Yes, with the right platform. Regulated industries typically require: data residency (data must not leave a specific region or infrastructure), self-hosted deployment (data cannot be processed by a third-party SaaS), and audit logging. Platforms that offer genuine self-hosted deployment (not just a private cloud variant) support these requirements. The Onbrane case (multi-jurisdiction fintech compliance) and healthcare scenarios with Docker-based on-premise deployment illustrate that this is viable in production.

What happens to white label analytics when the vendor updates their platform?

In a SaaS model, the vendor manages updates and your deployment benefits from them automatically, within the bounds of your configuration. Your branding and dashboard configurations are not overwritten by platform updates. The risk to manage: if the vendor makes a breaking change to their SDK or API, you may need to update your integration. Platforms with stable, versioned APIs minimize this risk.

How does white label analytics handle AI in 2026?

The leading platforms now include AI-powered natural language querying embedded in the white-label experience. End users ask questions in plain language and get accurate visualizations, grounded in the platform's semantic layer. The key distinction to evaluate: is the AI answer generated from raw data (hallucination risk) or constrained by a governed semantic layer (accurate and trustworthy)? For client-facing deployments, the semantic layer architecture is not optional.
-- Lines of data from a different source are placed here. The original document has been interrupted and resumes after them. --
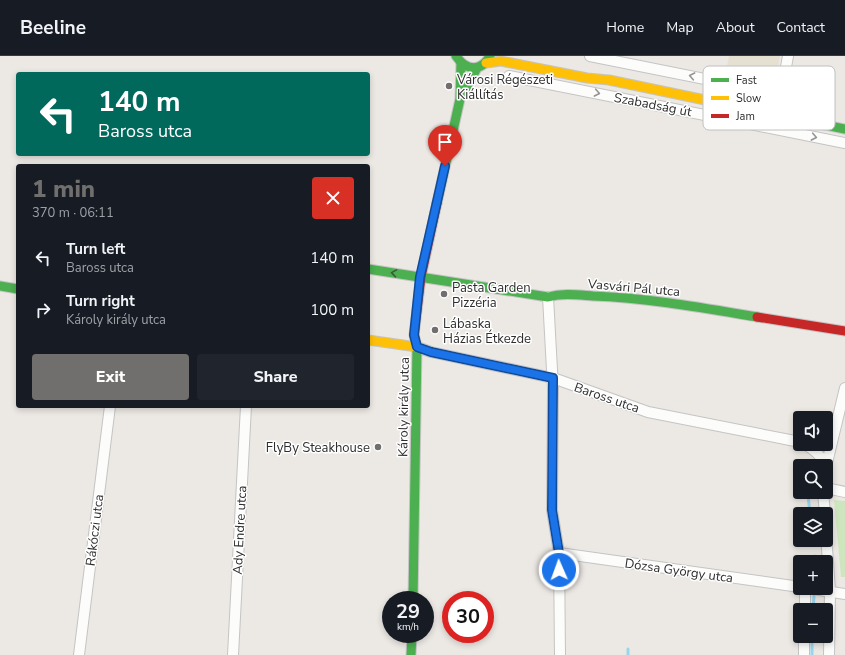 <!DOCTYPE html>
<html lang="en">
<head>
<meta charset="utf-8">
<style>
	:root { --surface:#171b24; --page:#20242c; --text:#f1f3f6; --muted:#9ea1a6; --line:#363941; --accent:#706f6e }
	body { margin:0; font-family:"Nunito Sans",sans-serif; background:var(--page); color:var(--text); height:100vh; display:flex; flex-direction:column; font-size:15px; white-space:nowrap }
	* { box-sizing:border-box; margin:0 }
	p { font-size:13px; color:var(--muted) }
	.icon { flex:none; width:22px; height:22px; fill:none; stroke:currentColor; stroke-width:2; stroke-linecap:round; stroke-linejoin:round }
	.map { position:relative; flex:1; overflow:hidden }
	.side { position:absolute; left:16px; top:108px; width:354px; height:244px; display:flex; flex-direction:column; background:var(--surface); border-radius:4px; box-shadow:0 2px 6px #0003 }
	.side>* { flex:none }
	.top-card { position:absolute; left:16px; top:16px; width:354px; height:84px; border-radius:4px; box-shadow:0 2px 6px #0003; background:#00695c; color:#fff; overflow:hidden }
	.fabs { position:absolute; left:793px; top:355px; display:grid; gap:8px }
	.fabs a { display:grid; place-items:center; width:40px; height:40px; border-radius:4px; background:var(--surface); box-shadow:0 2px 6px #0003; font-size:20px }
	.speed { position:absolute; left:382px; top:535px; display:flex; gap:8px; font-size:20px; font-weight:700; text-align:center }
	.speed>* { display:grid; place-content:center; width:52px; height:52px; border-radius:50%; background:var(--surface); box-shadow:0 2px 6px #0003; line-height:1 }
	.speed small { font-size:10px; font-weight:400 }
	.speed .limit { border:6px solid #d22; background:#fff; color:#111 }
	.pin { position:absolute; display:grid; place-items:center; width:34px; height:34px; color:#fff; margin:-41px -17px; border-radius:50% 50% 50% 0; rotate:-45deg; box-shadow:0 0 4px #0007 }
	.pin .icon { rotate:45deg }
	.me { position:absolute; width:44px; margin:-22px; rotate:358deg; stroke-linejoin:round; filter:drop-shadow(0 0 3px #0008) }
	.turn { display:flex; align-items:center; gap:14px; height:84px; padding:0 16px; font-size:18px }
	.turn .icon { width:52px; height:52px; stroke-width:2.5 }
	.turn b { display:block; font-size:28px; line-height:34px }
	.round { display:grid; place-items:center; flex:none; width:42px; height:42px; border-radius:4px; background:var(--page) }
	.head { display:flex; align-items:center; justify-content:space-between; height:68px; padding:0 16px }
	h1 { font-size:24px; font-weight:800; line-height:30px; color:var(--accent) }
	.button { display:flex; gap:8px; margin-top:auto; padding:8px 16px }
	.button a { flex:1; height:46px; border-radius:4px; background:var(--accent); color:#fff; font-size:16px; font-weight:800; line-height:46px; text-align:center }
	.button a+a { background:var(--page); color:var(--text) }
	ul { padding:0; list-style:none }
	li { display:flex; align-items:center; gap:12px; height:52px; padding:0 16px }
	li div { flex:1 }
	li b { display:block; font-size:15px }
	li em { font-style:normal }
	header { display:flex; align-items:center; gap:24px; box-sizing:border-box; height:56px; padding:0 20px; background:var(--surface); border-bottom:1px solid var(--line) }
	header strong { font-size:19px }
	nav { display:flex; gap:22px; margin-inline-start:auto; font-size:14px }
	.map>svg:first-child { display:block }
	.education { fill:#e6e0d3 }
	.green { fill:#cee6be }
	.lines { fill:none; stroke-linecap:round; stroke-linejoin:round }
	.stream { stroke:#99d6ec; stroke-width:3 }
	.street-casing { stroke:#c5c4c5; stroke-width:12 }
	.fast-casing { stroke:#c5c4c5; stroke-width:11 }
	.slow-casing { stroke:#c5c4c5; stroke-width:11 }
	.jam-casing { stroke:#c5c4c5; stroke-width:11 }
	.street { stroke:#fcfcfb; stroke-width:10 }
	.fast { stroke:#4caf50; stroke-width:9 }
	.slow { stroke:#ffc107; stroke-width:9 }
	.jam { stroke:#c62828; stroke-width:9 }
	.oneway { stroke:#959594 }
	.oneway2 { stroke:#385b3a }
	.route-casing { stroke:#114b97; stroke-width:10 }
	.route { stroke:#1a73e8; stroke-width:7 }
	.poi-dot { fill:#706f6e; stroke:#fff; stroke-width:1.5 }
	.labels { text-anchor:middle; stroke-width:3; stroke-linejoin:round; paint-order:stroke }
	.poi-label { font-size:13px; fill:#2e2e2e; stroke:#fff; text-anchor:start }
	.street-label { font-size:13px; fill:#2e2e2e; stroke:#fff }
	.key { fill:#fff; stroke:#c0c0c0; stroke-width:1 }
	.key-label { font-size:11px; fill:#2e2e2e }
</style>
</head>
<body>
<header>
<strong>Beeline</strong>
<nav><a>Home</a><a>Map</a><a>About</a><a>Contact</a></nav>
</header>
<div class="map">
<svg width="845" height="599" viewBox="0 0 845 599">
	<rect width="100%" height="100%" fill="#ece8e4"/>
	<path class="education" d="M729,0H780L774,30L725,20Z"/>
	<path class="green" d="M834,444L845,445V521H841Z"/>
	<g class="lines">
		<g class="stream">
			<path d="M808,439L810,458"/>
			<path d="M815,502V500"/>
			<path d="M813,554L814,540"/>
			<path d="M628,599V593"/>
			<path d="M812,599V580"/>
		</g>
		<g class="street-casing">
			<g id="street">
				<path d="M590,0L785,39"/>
				<path d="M509,20L845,87"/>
				<path d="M780,59L786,34L784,22L788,0"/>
				<path d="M548,241L553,332L552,454L559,497L560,599"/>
				<path d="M417,291L431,296L553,322L648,356L800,386"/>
				<path d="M804,388C814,393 820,399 826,408"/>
				<path d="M826,411L845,332"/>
				<path d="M826,432L845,436"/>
				<path d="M823,436L825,458"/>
				<path d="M826,478L830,535L829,599"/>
				<path d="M559,497L800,531"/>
				<path d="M807,532L845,538"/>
				<path d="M805,554V532"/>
				<path d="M79,599L110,350"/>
				<path d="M233,599L246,350"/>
				<path d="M804,599V580"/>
			</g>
		</g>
		<g class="fast-casing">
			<g id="fast">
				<path d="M456,0C466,15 481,16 490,0"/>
				<path d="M461,41L477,12"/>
				<path d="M763,56L845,73"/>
				<path d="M437,147L460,43L461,7"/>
				<path d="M368,213L548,241C563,237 578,239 593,240C648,242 703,252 757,261"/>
				<path d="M0,230L18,233"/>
				<path d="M413,544L417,290"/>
				<path d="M411,599L412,578"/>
			</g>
		</g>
		<g class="slow-casing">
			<g id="slow">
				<path d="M486,7L501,5L587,22L609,24L763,56"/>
				<path d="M368,284L417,291"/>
			</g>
		</g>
		<g class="jam-casing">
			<g id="jam">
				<path d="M757,261L845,275"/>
				<path d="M417,290L414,279L421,221L437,147"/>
			</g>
		</g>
		<use href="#street" class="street"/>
		<use href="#fast" class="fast"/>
		<use href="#slow" class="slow"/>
		<use href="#jam" class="jam"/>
	</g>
	<defs><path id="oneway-chevron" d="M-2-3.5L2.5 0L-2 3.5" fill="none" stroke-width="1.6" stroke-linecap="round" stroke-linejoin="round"/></defs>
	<g class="oneway">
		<use href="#oneway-chevron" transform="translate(692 20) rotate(-169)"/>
		<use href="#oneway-chevron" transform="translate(597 37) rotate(11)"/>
		<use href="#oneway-chevron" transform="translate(814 81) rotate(11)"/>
	</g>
	<use class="oneway2" href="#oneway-chevron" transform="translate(394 217) rotate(-171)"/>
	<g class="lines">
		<g class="route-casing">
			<path id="route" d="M445,110L420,221L414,279L417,291L431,296L553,322L552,454L559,497V514"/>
		</g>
		<use href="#route" class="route"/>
	</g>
	<g class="poi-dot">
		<circle cx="449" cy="30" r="4"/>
		<circle cx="444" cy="238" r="4"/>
		<circle cx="435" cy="274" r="4"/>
		<circle cx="378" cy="391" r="4"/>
	</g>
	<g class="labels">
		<g class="poi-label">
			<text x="457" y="28">Városi Régészeti<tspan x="457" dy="15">Kiállítás</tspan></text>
			<text x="452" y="236">Pasta Garden<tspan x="452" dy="15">Pizzéria</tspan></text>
			<text x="443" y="272">Lábaska<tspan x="443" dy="15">Házias Étkezde</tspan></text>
			<text x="370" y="396" text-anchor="end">FlyBy Steakhouse</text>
		</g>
		<g class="street-label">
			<text transform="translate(653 48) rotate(11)" y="5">Szabadság út</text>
			<text transform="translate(634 231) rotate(5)" y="5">Vasvári Pál utca</text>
			<text transform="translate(607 341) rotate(19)" y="5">Baross utca</text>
			<text transform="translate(403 351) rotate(-89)" y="5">Károly király utca</text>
			<text transform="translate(94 474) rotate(-83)" y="5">Rákóczi utca</text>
			<text transform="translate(239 474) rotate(-87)" y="5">Ady Endre utca</text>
			<text transform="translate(679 514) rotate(8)" y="5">Dózsa György utca</text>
		</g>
	</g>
	<rect x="703" y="10" width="132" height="64" rx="6" class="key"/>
	<rect x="711" y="22" width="18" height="4" fill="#4caf50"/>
	<rect x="711" y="40" width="18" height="4" fill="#ffc107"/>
	<rect x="711" y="58" width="18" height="4" fill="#c62828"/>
	<g class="key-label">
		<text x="736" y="28">Fast</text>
		<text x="736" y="46">Slow</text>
		<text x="736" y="64">Jam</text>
	</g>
</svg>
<div class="fabs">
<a><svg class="icon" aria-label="sound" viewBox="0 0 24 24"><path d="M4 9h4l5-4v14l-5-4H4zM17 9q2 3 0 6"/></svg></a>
<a><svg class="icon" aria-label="search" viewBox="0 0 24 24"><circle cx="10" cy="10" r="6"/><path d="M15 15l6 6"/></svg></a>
<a><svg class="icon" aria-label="layers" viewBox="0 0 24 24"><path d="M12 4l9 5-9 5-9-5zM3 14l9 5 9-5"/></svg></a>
<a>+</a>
<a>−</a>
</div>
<div class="speed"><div>29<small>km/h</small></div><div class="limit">30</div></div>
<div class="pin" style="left:445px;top:110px;background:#d93025"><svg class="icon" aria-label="arrive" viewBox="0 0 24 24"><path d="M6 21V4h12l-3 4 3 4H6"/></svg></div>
<svg class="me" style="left:559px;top:514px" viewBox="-20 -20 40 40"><circle r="17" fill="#1a73e8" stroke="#fff" stroke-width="3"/><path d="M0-11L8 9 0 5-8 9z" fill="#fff"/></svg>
<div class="top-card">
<div class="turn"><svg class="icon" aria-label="left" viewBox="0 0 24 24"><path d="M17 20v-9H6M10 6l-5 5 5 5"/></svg><div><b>140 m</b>Baross utca</div></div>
</div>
<section class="side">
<div class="head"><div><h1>1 min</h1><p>370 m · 06:11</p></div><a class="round" style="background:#d93025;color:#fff"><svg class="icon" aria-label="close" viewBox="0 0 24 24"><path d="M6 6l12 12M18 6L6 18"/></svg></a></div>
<ul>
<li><svg class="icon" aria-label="left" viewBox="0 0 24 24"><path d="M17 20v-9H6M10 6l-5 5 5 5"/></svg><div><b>Turn left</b><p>Baross utca</p></div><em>140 m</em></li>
<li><svg class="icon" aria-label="right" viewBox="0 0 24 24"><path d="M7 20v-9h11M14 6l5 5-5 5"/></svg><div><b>Turn right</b><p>Károly király utca</p></div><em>100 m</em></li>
</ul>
<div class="button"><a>Exit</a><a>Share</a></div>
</section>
</div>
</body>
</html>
Is white label analytics the same as building a dashboard with my own branding?

No. Adding your logo to a Tableau or Power BI embed is not white label analytics. Those embeds expose the vendor's UI, their navigation patterns, and often their branding. True white label analytics means the vendor's product is completely invisible: custom domain, full branding at every touchpoint, and a UI that matches your design system without any vendor fingerprint.